--- About this task ---
Search the entries for the word "function" and copy each line that has it.

(Saved data entries)
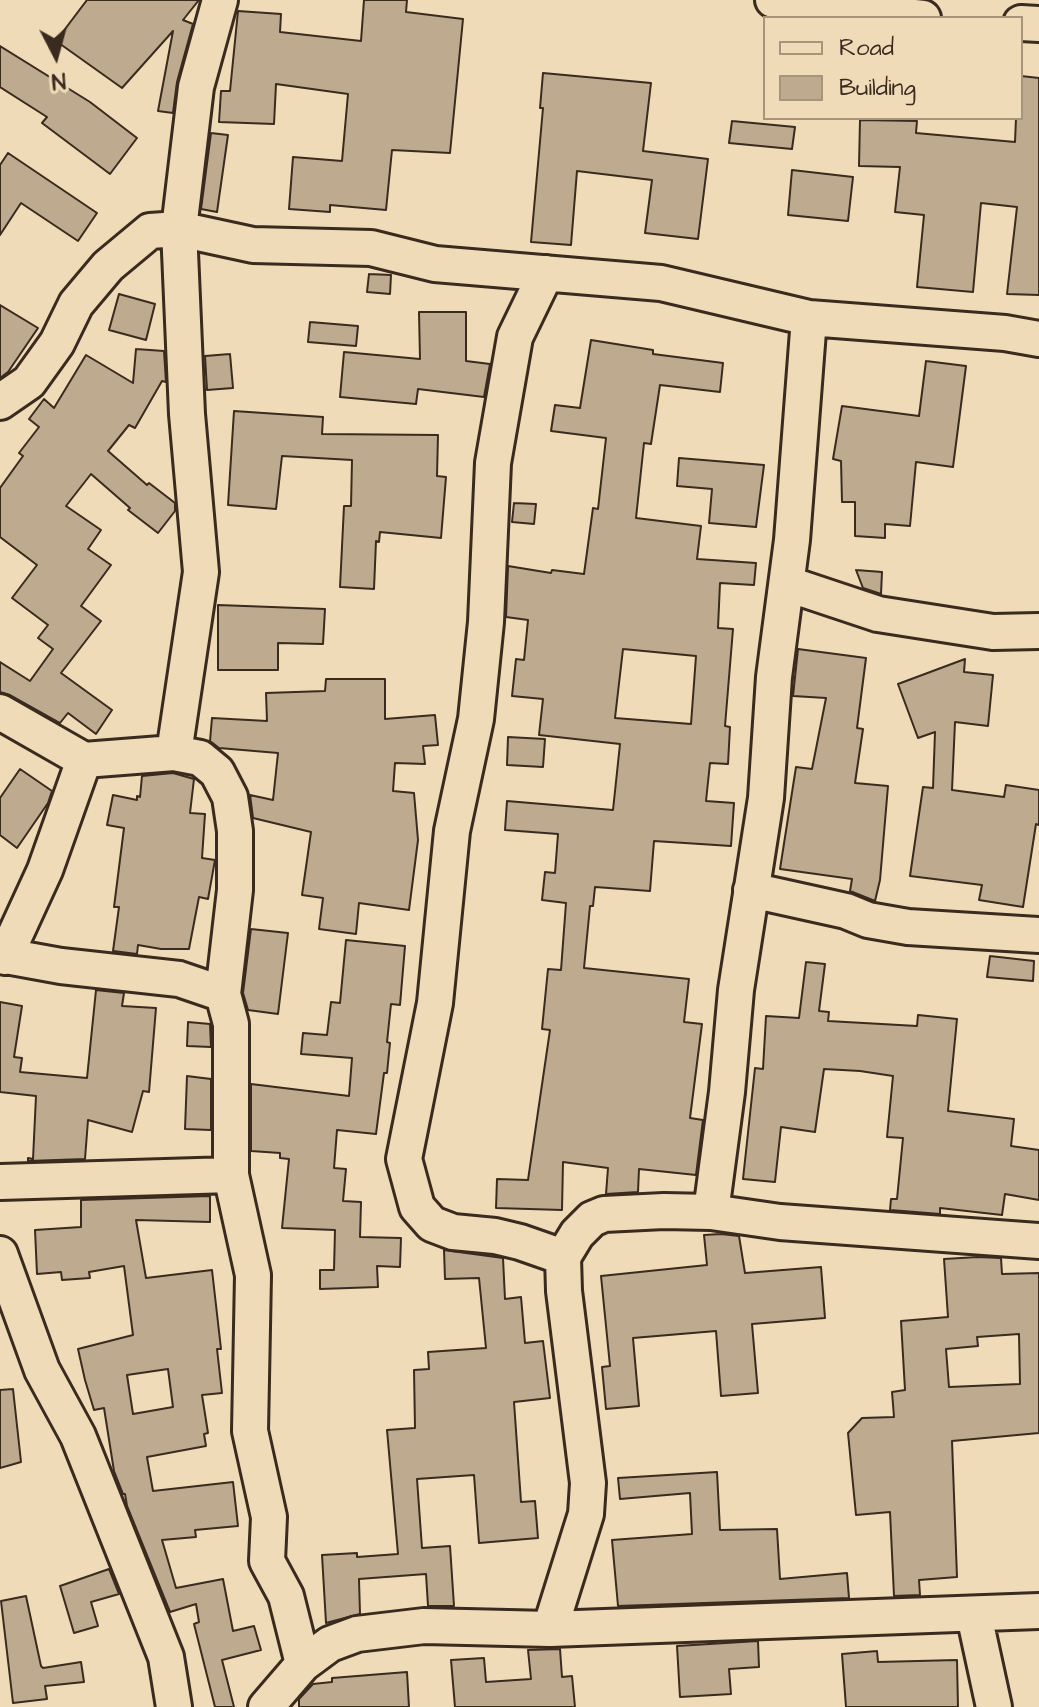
<!DOCTYPE html>
<style>
body{margin:0}
#map{position:relative;width:1039px;height:1707px;overflow:hidden;background:#f0dbb9;font-family:"Architects Daughter",sans-serif}
canvas{display:block}
.legend{position:absolute;left:763px;top:16px;width:260px;height:104px;box-sizing:border-box;background:#f0dbb9;border:2px solid #a8947b;margin:0;padding:10px 14px;list-style:none;font-size:24px;color:#3b2a1e}
.legend li{display:flex;align-items:center;gap:16px;height:40px}
.legend b{width:40px;border:2px solid #a8947b}
.north{position:absolute;left:16px;top:16px;width:80px;height:80px;-webkit-text-stroke:6px #f0dbb9;paint-order:stroke;rotate:174deg;font-size:22px;font-weight:700;line-height:32px;text-align:center;color:#3b2a1e}
.north::after{content:'';display:block;margin:auto;width:28px;height:36px;background:#3b2a1e;clip-path:polygon(50% 0,100% 100%,50% 72%,0 100%)}
</style>
<div id="map">
<canvas width="1039" height="1707"></canvas>
<ul class="legend">
<li><b style="height:10px;background:#f0dbb9"></b>Road</li>
<li><b style="height:22px;background:#beaa8e"></b>Building</li>
</ul>
<div class="north">N</div>
</div>
<script>
const ctx = document.querySelector('canvas').getContext('2d');
ctx.lineJoin = 'round';
function fill(path, color) { ctx.fillStyle = color; ctx.fill(path, 'evenodd'); }
const shape = rows => new Path2D(rows.map(r => 'M' + r).join(''));
function trace(path, color, width, dash) { ctx.strokeStyle = color; ctx.lineWidth = width; ctx.lineCap = dash ? 'butt' : 'round'; ctx.setLineDash(dash || []); ctx.stroke(path); }
const building = shape([
 [87,0,199,0,183,20,193,24,177,82,173,113,158,111,173,31,122,88,56,41,87,0],
 [364,0,407,0,406,12,463,19,450,153,392,150,386,210,330,205,330,212,289,209,293,157,342,161,348,94,276,84,274,124,219,122,221,91,230,91,238,11,281,14,280,32,361,41,364,0],
 [0,46,90,102,137,138,110,174,42,123,47,117,0,87,0,46],
 [543,73,651,83,643,151,708,159,698,239,645,233,652,180,577,171,571,245,531,242,543,108,540,108,543,73],
 [1021,76,1039,78,1039,295,1007,294,1017,207,981,203,973,292,917,287,924,215,895,212,900,167,859,166,860,120,917,121,916,133,1015,142,1016,118,1021,118,1021,76],
 [732,121,795,127,792,149,729,143,732,121],
 [211,133,228,135,217,212,201,209,211,133],
 [8,153,97,213,78,241,21,203,0,235,0,165,8,153],
 [792,170,853,177,848,221,788,215,792,170],
 [369,274,391,275,390,294,367,292,369,274],
 [119,294,155,304,146,340,109,330,119,294],
 [0,305,38,328,8,372,0,378,0,305],
 [419,312,466,312,466,361,490,364,484,397,418,389,416,404,340,397,344,352,420,359,419,312],
 [310,322,358,326,356,346,308,342,310,322],
 [591,340,653,350,653,354,723,363,720,392,660,385,651,444,644,443,636,518,701,526,697,559,756,563,754,585,720,583,718,628,733,629,725,726,730,727,728,764,710,763,706,801,734,803,731,846,654,841,650,891,595,887,593,906,590,906,584,968,689,979,684,1022,702,1024,690,1118,703,1120,696,1175,639,1169,638,1192,606,1194,608,1168,563,1162,562,1210,496,1208,497,1179,528,1180,550,1030,542,1029,548,969,561,970,566,903,542,900,545,872,555,873,558,834,505,830,507,801,613,810,620,744,539,735,543,699,512,696,516,659,524,660,528,620,506,617,508,566,551,573,552,570,584,574,593,508,598,509,606,438,551,431,555,405,580,408,591,340],
 [623,649,696,656,691,724,615,718,623,649],
 [136,349,164,351,166,382,162,381,135,428,129,425,108,451,147,485,149,483,175,503,175,511,158,533,128,510,130,508,91,474,66,506,101,530,88,549,111,565,81,606,101,621,61,673,112,710,96,734,68,713,60,723,10,695,0,692,0,662,30,681,53,649,38,638,48,625,12,598,37,565,0,537,0,488,23,456,19,453,39,427,29,419,44,399,54,408,86,355,133,383,136,349],
 [230,354,233,388,207,390,205,356,230,354],
 [926,361,966,366,953,467,916,462,910,526,885,524,885,538,855,536,855,502,842,502,841,461,833,459,842,406,919,416,926,361],
 [234,411,323,417,322,434,438,435,437,476,446,477,441,538,380,532,379,542,376,541,374,589,340,587,344,506,351,506,352,460,282,456,276,509,228,505,234,411],
 [679,458,764,465,756,527,709,523,712,489,677,486,679,458],
 [514,503,536,504,534,524,512,522,514,503],
 [856,570,882,572,881,594,863,588,856,570],
 [218,605,325,609,323,644,278,643,278,670,218,670,218,605],
 [798,649,866,658,857,728,863,729,855,783,888,786,880,880,875,901,850,891,852,879,780,869,796,767,812,769,826,698,793,696,798,649],
 [965,659,964,672,993,675,988,726,955,722,952,790,1004,797,1006,785,1039,790,1039,825,1036,824,1023,907,979,900,982,885,910,876,923,787,933,788,935,732,918,738,898,684,965,659],
 [326,679,385,679,385,719,435,715,438,745,423,746,425,764,395,763,393,791,414,793,418,840,409,910,359,903,356,934,319,929,323,898,302,895,311,832,253,818,250,795,273,800,278,753,219,748,210,741,212,718,267,721,266,693,325,691,326,679],
 [508,737,545,739,543,767,507,765,508,737],
 [20,769,52,791,48,803,17,848,0,835,0,798,20,769],
 [173,773,194,779,190,813,205,814,202,858,215,860,208,899,199,897,189,949,161,949,138,945,137,954,113,951,119,907,114,907,124,828,107,825,113,795,137,800,137,796,140,797,142,776,173,773],
 [251,929,288,933,278,1014,248,1010,243,993,251,929],
 [346,940,405,946,400,1005,391,1004,387,1042,390,1043,387,1073,384,1073,376,1134,337,1130,334,1168,346,1169,343,1201,361,1202,360,1237,401,1238,400,1267,377,1266,378,1287,320,1289,320,1270,334,1270,335,1230,282,1228,289,1159,280,1158,280,1153,251,1151,251,1084,349,1096,352,1058,301,1054,303,1033,327,1035,331,1002,340,1003,346,940],
 [990,956,1034,961,1033,981,987,977,990,956],
 [806,962,825,964,819,1011,829,1012,828,1021,917,1026,918,1015,957,1019,948,1111,1014,1119,1011,1146,1039,1150,1039,1200,1005,1194,1002,1215,940,1208,940,1214,890,1210,891,1199,897,1199,903,1138,887,1137,893,1076,860,1071,824,1069,815,1132,781,1127,775,1182,743,1179,755,1068,763,1069,766,1016,799,1018,806,962],
 [96,990,124,993,122,1006,156,1008,149,1092,143,1091,132,1132,88,1120,85,1159,28,1161,28,1158,33,1159,36,1096,0,1092,0,1002,22,1006,14,1057,22,1058,20,1072,87,1078,96,990],
 [188,1022,210,1024,211,1047,187,1046,188,1022],
 [187,1076,211,1079,211,1130,185,1129,187,1076],
 [210,1196,210,1222,136,1220,146,1278,212,1270,221,1349,217,1349,222,1393,202,1395,208,1433,204,1434,206,1446,147,1457,153,1491,233,1482,238,1526,195,1530,196,1537,162,1540,176,1588,223,1579,233,1631,254,1626,261,1650,222,1660,234,1707,215,1707,194,1624,199,1622,196,1604,170,1612,127,1506,125,1494,123,1494,114,1471,104,1408,94,1410,85,1380,78,1349,133,1335,124,1266,89,1272,90,1278,62,1280,61,1272,37,1274,35,1230,81,1227,81,1200,210,1196],
 [168,1369,173,1407,133,1414,127,1375,168,1369],
 [721,1234,739,1236,745,1273,821,1267,825,1318,752,1324,758,1393,721,1396,716,1331,633,1338,639,1406,606,1409,602,1367,610,1366,601,1276,707,1265,704,1235,721,1234],
 [444,1250,503,1258,505,1299,521,1297,525,1343,543,1341,550,1398,514,1402,521,1502,535,1501,538,1538,479,1543,474,1475,417,1479,422,1548,450,1546,454,1606,428,1606,426,1574,359,1579,360,1614,326,1623,322,1555,357,1553,357,1557,398,1554,387,1430,415,1428,414,1370,429,1369,428,1352,486,1348,479,1278,445,1279,444,1250],
 [978,1257,1001,1258,1002,1274,1039,1273,1039,1433,952,1441,957,1577,919,1580,920,1595,894,1596,890,1512,856,1515,848,1433,862,1418,894,1417,892,1392,905,1390,901,1321,948,1317,944,1259,978,1257],
 [1019,1334,1020,1384,949,1387,946,1349,978,1346,977,1337,1019,1334],
 [13,1389,21,1462,0,1468,0,1390,13,1389],
 [717,1472,720,1530,777,1529,780,1579,847,1573,849,1598,618,1606,612,1540,692,1534,690,1493,620,1499,618,1478,717,1472],
 [109,1569,119,1594,91,1602,98,1626,74,1633,60,1586,109,1569],
 [26,1596,41,1666,43,1668,81,1662,84,1682,45,1686,47,1699,13,1703,1,1601,26,1596],
 [758,1641,759,1667,729,1669,731,1694,680,1697,677,1646,758,1641],
 [560,1649,562,1677,572,1676,575,1707,455,1707,451,1660,484,1658,486,1682,531,1679,528,1650,560,1649],
 [877,1651,878,1662,957,1660,958,1707,846,1707,842,1654,877,1651],
 [407,1672,409,1707,299,1707,299,1699,313,1684,332,1682,332,1678,407,1672]
]);
const minor = shape([
 [773,0,923,18],
 [1021,23,1039,24],
 [546,273,515,337,493,463,486,622,476,719,452,831,435,1003,404,1159,417,1207,432,1224,453,1232,495,1236,520,1242,563,1257],
 [0,402,29,382,57,343,76,304,108,266,150,231,179,229,253,245,371,248,435,264,661,283,809,318,1005,333,1039,339],
 [788,584,878,614,993,632,1039,631],
 [0,712,84,760,174,753,200,758,217,772,230,797,235,831,235,890,223,994,231,1024,231,1175,253,1275,250,1431,269,1517,267,1561,286,1596,303,1664,266,1707],
 [174,753,201,572,187,414,179,229,196,87,220,0],
 [751,890,846,911,868,920,908,927,1039,935],
 [0,955,61,966,179,979,223,994],
 [5,957,45,870,84,760],
 [0,1182,231,1175],
 [711,1212,727,1092,736,990,766,798,774,677,792,540,809,318],
 [0,1254,42,1370,78,1436,166,1657,174,1707],
 [974,1615,994,1707],
 [550,1629,586,1514,588,1483,564,1291,563,1257,577,1234,592,1219,604,1214,664,1211,711,1212,780,1222,1039,1241],
 [303,1664,330,1644,357,1634,424,1626,550,1629,1039,1611]
]);
fill(building, '#beaa8e');
trace(building, '#3b2a1e', 2);
trace(minor, '#3b2a1e', 40);
trace(minor, '#f0dbb9', 34);
</script>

--- Solution to this exercise ---
function fill(path, color) { ctx.fillStyle = color; ctx.fill(path, 'evenodd'); }
function trace(path, color, width, dash) { ctx.strokeStyle = color; ctx.lineWidth = width; ctx.lineCap = dash ? 'butt' : 'round'; ctx.setLineDash(dash || []); ctx.stroke(path); }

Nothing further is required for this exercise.